Talk continues of the potential for a housing bust in Toronto. Through the end of March, house prices had had increased 33 percent in a year. Bank of Canada Governor Steven Poloz noted that “There’s no fundamental story that we could tell to justify that kind of inflation rate in housing prices … Demand is being driven more by speculative demand, or investor demand, as opposed to just folks that are buying a house.” The influence of speculation, or investment, is not surprising. Money is attracted to rapidly inflating assets in rigged markets — and Toronto housing is a rigged market.
Neither the last years’ price increased, nor those of the last decade are due to market fundamentals. From 2004 to 2015, the median house price in the Toronto CMA rose more than 70 percent relative to the median household income. Moreover, in 2004, the price to income ratio was virtually unchanged from 1970. Even during the mini-housing bubble of the late 1980s, prices were much lower relative to incomes than they are now.
The market is rigged by provincial policy, especially the greenbelt imposed more than a decade ago. Also called urban growth boundaries, greenbelts severely limit the land that is available to build the new detached housing that most people prefer. As surely as severe restrictions on oil production lead to higher gasoline prices, the greenbelts drive up land prices, which flow through to much higher house prices throughout a metropolitan area.
Claims that there is plenty of land for development in the Toronto CMA seem like Orwellian “doublespeak,” when Peter Gilgan, founder and CEO of Mattamy Homes, Canada’s largest home builder told Bloomberg that they cannot get planning permission to build enough houses on their own large supply of vacant land. Moreover, prices are now being driven up in the nearby CMAs, such as Hamilton and Kitchener-Waterloo.
Our 13 years of monitoring house price to income ratios in the Demographia International Housing Affordability Survey in now 90 major metropolitan areas in 9 nations leads to the conclusion that urban growth boundaries (and similar land restrictions) are housing affordability’s “killer app.” Wherever there is severely unaffordable housing, urban growth boundaries, greenbelts or similar land rationing policies will be found.
Avoiding “urban sprawl” is a principal justification for the greenbelt. Yet, Toronto is the densest (least sprawling) population centre (urban area) in high-income North America, with more than 2,5 times the density of large US large population centres. This contrast is obvious to anyone visiting suburbs of Toronto, like Markham, and comparing the intensity of development in detached housing neighborhoods to, for example, the suburbs of Boston, many think of as having high density.
“Urban sprawl” is, of course, the bogeyman that some urban planners use to scare public officials from the world’s densest large urban area, Dhaka in Bangladesh to the least dense, Atlanta.

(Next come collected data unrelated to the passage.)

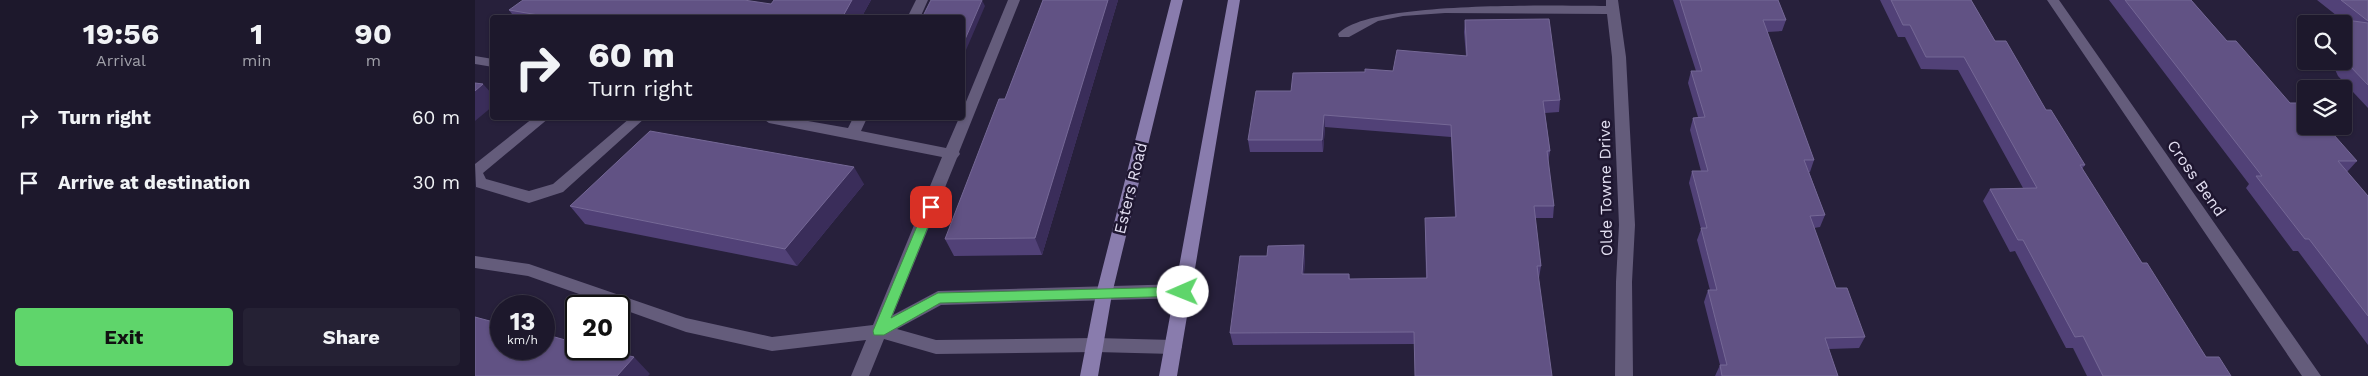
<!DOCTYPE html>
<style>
body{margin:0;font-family:"Work Sans",sans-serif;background:#252134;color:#f1f3f6;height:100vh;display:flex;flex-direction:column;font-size:19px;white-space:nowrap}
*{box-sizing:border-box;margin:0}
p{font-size:16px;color:#a0a0a9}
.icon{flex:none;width:28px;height:28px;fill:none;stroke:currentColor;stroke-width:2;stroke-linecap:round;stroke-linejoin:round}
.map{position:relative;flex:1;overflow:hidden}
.sheet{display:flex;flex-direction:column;background:#1d182c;width:475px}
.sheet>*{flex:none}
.banner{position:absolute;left:15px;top:15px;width:475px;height:105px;border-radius:5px;box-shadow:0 1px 4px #0004,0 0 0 1px #3b3748;background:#1d182c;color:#f1f3f6;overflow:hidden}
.controls{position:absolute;left:1822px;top:15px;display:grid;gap:10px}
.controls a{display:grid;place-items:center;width:55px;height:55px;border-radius:5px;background:#1d182c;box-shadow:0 1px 4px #0004,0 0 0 1px #3b3748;font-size:25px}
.speed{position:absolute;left:15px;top:295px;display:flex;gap:10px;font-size:25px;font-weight:700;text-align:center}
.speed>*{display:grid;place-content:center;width:65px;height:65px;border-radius:50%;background:#1d182c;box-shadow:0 1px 4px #0004,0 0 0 1px #3b3748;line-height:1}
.speed small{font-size:12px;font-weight:400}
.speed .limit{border:2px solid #111;border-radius:8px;background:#fff;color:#111}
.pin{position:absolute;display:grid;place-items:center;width:42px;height:42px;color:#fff;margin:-21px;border-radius:10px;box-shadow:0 2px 8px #0006}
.me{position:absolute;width:55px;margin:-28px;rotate:269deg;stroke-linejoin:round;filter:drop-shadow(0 0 4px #0008)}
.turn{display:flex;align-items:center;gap:18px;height:105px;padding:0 15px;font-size:22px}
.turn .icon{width:65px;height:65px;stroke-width:2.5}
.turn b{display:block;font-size:35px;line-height:42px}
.eta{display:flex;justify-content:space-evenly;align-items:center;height:85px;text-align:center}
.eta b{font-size:30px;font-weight:700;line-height:35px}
.primary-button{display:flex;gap:10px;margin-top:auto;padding:10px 15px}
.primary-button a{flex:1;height:58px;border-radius:5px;background:#5fd56b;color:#111;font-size:20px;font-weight:700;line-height:58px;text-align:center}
.primary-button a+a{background:#252134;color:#f1f3f6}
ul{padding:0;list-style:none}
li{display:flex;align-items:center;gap:15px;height:65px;padding:0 15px}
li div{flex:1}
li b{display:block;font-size:19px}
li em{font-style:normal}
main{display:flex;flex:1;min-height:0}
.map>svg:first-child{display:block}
</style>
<main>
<section class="sheet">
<div class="eta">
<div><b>19:56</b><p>Arrival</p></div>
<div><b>1</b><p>min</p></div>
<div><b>90</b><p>m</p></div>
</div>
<ul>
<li><svg class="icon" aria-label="right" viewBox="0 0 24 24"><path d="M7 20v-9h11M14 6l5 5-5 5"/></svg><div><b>Turn right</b></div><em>60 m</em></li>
<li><svg class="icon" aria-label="arrive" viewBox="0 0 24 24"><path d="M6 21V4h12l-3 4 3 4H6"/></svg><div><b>Arrive at destination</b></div><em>30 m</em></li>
</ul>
<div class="primary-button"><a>Exit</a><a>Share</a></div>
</section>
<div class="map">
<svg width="1893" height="376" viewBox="0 0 1893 376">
<rect width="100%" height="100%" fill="#27203b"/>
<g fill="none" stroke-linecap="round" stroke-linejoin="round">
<path fill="#645c7b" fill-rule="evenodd" d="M441,0H453L445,18H432Z
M533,0H545L484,152L485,154L482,158L418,315L463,291L708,284L714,286L716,291L714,296L708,298L466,305L422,329L461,340L621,338L698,340L704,342L707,347L704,352L698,354L621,352L461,354L409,339L394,376H376L391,340L297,351L211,332L144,308V306H138L53,276L0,268V256L54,264L211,318L297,337L398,325L467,157L294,123L287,118H316L373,128L378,118H392L386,131L471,148L484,118H488V109Z
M1131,0H1143L1151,57L1160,225L1157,282L1158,376H1140L1141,282L1144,225L1137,57L1132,14L970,13L928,16L903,21L874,37H864L863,34C892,0 1080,6 1131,6Z
M1572,0H1584L1846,376H1827Z
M0,56L18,59V67L0,64Z
M58,118H74L8,173L11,179L54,191L78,184L155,118H170L88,192L54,203L1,187L0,164Z"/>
<path fill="#897cad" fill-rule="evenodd" d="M696,0H708L637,294L623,376H605L621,294Z
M753,0H765L702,376H684Z"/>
</g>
<path fill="#514177" d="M396,0L386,18H40L34,10L296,4Z
M568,0H643L567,255L479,256L470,239L530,99Z
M1198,0H1303L1311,20L1307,31L1292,32L1339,160L1335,172H1334L1350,215L1345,227L1339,228L1361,288L1390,337L1384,348L1354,349L1363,376H1240L1245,365L1229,302L1233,290H1235L1222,240L1226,229L1214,183L1217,171H1226L1215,130L1218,118L1223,117L1213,83L1216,71H1221Z
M1405,0H1496L1520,41L1571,110L1610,165L1607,169L1667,263L1731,357L1756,376H1612L1598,348H1591L1540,251L1535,252L1508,201L1515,189L1548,188L1483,70L1446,69L1430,37H1423Z
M1634,0H1716L1752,41L1815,103L1882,161L1872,172L1893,196V345L1823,251H1818L1771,188L1774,184Z
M1842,0H1893V108L1863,76L1856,61H1869V24H1844L1849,17L1866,19Z
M990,20L1085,100L1084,112L1070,113L1075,151L1073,163L1079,206L1078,218H1060L1066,266L1064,278L939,344L758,345L755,333L830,257L829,274H874L875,279L951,278L950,230L980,217L976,137L850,127L848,152H775L773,140L816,91L918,71L991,56L989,32Z
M389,184L322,266L110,224L95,206Z"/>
<path fill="#3a2d5a" d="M377,0H396L386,18H367Z
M507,0L510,6L488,57V44Z
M633,0H643L567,255L560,238Z
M8,84L18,95V106L0,121V91Z
M849,115L850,127L848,152L847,140Z
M379,167L389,184L322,266L310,249Z
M829,245L830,257L828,286L827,274Z
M159,357L175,374L173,376H142Z"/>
<path fill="#615284" stroke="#756896" d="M48,0H269L296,4L299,0H377L367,18H81L34,10Z
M456,0H507L488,44V18H447Z
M568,0H633L560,238L470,239L524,99H530Z
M1205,0H1303L1311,20H1288L1339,160H1329L1350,215L1335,216L1361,288H1372L1390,337L1350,338L1363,376H1247L1245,365H1252L1233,290H1242L1226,228H1232L1217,171H1233L1218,118L1230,117L1216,71H1227Z
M1416,0H1496L1520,41H1531L1571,110H1576L1610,165H1605L1667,263H1672L1731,357H1744L1756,376H1628L1608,336L1600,337L1548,240H1543L1515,189L1562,188L1489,57H1451L1435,25H1428Z
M1650,0H1716L1752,41H1761L1815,103H1831V126H1851L1882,161H1863L1893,196V316L1834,239H1830L1781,176H1787Z
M1866,0H1893V21Z
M1849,17L1893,23V85L1873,64L1869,55V24H1853Z
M1074,19L1085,100L1068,101L1075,151H1072L1079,206H1059L1066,266H1062L1077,376H940L939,332L755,333L765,256H792L793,246L829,245L827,274H874V279L952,278L950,218L981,217L976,125L849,115L847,140H773L781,91H816L818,73L890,72V69L918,71L922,50L992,56L990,20Z
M0,83L8,84L0,91Z
M175,131L379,167L310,249L95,206Z
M0,317L26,324V349H69V334L101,343V349H126L159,357L142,376H0Z"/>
<path fill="#5fd56b" stroke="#3e8a46" d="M456,202L461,207L416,318L463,293L708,287L714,292L708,296L465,303L409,335H399L398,331L450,207Z"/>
<g text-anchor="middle" stroke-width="5" stroke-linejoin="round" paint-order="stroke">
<g font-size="16" fill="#e3dff2" stroke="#1e1630">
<text transform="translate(1722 178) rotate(55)" y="6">Cross Bend</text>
<text transform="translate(655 188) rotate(-76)" y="6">Esters Road</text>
<text transform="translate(1130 188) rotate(-91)" y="6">Olde Towne Drive</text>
</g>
</g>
</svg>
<div class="controls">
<a><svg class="icon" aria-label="search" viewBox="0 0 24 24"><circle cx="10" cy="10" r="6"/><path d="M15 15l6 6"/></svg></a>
<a><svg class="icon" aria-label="layers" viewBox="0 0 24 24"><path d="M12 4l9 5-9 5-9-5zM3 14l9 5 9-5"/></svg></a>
</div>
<div class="speed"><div>13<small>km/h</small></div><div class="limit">20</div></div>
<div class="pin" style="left:456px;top:207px;background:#d93025"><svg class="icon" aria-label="arrive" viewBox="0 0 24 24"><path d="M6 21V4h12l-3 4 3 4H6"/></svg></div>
<svg class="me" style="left:708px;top:292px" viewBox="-20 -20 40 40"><circle r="19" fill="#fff"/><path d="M0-13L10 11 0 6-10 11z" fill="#5fd56b"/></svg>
<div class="banner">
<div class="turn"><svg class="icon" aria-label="right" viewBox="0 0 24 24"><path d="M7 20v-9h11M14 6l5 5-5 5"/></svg><div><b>60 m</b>Turn right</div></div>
</div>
</div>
</main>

Regrettably, the Wynne government remains committed to the very policies that have created the same land rationing strategies from Vancouver to Sydney, London and San Francisco. Demand side strategies, such as the recently enacted foreign buyer’s tax do nothing cannot solve what is a supply problem. There may be a respite in prices increases, but the middle-income and young households will still have been priced out of the market. The fundamental problem will remain — there are not enough houses of the type households want being built.
A recent report by the Ryerson University Centre for Urban Research and Land Development noted that the public discussion had ignored or downplayed “the role played by the shortfall of serviced sites available to build new homes.” From London to Sydney, wherever there are strictly enforced greenbelts, this happens. Further, the Ryerson researchers characterized “the only viable solution to long term affordability” as “significantly increasing the number of ground-related housing units built.”
Today’s Toronto CMA homebuyer pays twice as much of their gross income those little more than a decade ago. There’s no point to a city on a hill where people cannot afford the housing they need. London School of professors Paul Cheshire, Max Nathan and Henry Overman said it right, people rather than places should drive urban policy.
Wendell Cox is a Senior Fellow at the Frontier Centre for Public Policy, an independent public policy think tank in Winnipeg.